Alarmed at their supremacy, the Devas now came to terms and humbly entreated Viswamitra to desist. They said: "Let Trisanku stay where he is at present. Let the other stars, of your creation shine forever, like your own fame and honor. Control your anger and be friends with us."

Gratified at this submission, and as easily appeased as provoked, Viswamitra baited his creative process. But his stupendous activities had consumed the whole of the power that he had thus far acquired by his austerities, and he found he had to begin again.

Viswamitra now proceeded westwards to Pushkara and resumed his austerities. For years the rigorous tapas continued, but once again as it was about to bear fruit something happened to rouse his anger and he lost his balance and cursed his own sons. Soon recovering himself, he firmly resolved never again to yield to anger, and resumed his tapas

After many years of austerities, Brahma and the Devas appeared before him and said: "O Kausika! Your tapas has borne fruit. You are no longer in the ranks of kings; you have become a real rishi." Having thus blessed Viswamitra, Brahma returned.

This was again a disappointment. He wanted to become a Brahma Rishi and Vasishtha's peer and he had only been acknowedged an ordinary rishi. It was recognition as futile as the missiles of power, which Vasishtha's Brahmadanda had swallowed.

He therefore decided to go on with his tapas, making it more severe than ever before.

The Devas did not like this. They sent the heavenly damsel Menaka to tempt him with her celestial beauty and allurements. She went to Pushkara where Viswamitra was undergoing austerities and played, to catch his eye with a hundred wiles of charm and grace. Viswamitra saw her and was fascinated by her beauty. His vow was broken and he spent ten years in a dream of ioy, forgetful of his high resolve.

Awaking at last, he looked at the trembling Menaka sorrow fully and said he would not curse her, for it was his own folly, and not her fault, as in tempting him she was only carrying out the orders of her master. And sadly he wended his way to the Himalayas to resume his broken tapas.

There, for a thousand years, controlling his senses, he performed rigorous tapas. At the request of the Devas, Brahma appeared before Viswamitra, and spoke to him thus sweetly: " I welcome you as a Maharishi, my son.

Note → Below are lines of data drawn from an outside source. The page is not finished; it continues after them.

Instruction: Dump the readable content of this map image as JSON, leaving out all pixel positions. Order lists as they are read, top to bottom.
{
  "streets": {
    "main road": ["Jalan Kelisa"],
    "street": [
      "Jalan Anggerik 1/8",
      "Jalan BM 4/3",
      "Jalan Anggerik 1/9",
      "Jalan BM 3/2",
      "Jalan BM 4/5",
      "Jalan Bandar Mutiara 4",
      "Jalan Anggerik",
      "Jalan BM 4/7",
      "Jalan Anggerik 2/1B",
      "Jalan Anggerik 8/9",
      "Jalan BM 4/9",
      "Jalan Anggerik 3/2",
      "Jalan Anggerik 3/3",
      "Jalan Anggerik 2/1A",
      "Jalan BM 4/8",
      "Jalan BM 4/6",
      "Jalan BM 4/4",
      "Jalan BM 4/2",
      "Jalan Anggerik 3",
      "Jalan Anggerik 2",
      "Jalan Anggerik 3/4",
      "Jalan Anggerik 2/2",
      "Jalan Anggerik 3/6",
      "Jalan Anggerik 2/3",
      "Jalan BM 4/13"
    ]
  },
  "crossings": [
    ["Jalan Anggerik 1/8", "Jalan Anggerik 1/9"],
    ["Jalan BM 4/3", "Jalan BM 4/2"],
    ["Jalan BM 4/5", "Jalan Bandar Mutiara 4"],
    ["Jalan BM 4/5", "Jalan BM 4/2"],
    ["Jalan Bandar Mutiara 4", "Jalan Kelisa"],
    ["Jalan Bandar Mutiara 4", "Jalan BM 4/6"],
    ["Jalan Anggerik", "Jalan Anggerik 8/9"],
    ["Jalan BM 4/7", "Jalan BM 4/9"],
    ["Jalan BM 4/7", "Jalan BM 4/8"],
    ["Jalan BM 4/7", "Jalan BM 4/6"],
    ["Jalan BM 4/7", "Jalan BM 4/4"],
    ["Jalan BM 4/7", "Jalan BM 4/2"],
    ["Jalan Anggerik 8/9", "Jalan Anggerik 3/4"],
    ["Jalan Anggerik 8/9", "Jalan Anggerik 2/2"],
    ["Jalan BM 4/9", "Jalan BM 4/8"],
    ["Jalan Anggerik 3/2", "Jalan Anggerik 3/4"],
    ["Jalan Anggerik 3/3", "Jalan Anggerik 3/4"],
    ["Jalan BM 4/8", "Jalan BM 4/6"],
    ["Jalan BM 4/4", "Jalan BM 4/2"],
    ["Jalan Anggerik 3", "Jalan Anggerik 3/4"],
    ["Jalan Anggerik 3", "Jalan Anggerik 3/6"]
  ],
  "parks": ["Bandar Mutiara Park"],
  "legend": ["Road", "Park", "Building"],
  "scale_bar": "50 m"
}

Pleased with your soulful tapas I confer on you that title and the sanctity it imports."

Unmoved alike by gratification or disappointment, Viswamitra folded his hands in adoration and asked the Father of the Universe if the boon meant conquest over the senses.

"By no means", said the Creator, "but strive to subjugate the senses, tiger among munis!"

Resolved on the supreme conquest, Viswamitra entered on another thousand years of even harder tapas which threw the Devas into even greater consternation.

Indra called unto him the celestial damsel Rambha, and enjoined on her as a vital service to the Devas, to employ all her art to bring Viswamitra under the spell of her charm, and divert him from his purpose. She was sorely afraid, but Indra assured her that she would not be left alone, but be accompanied by the God of Love and the Spirit of Springtime would be with her for support.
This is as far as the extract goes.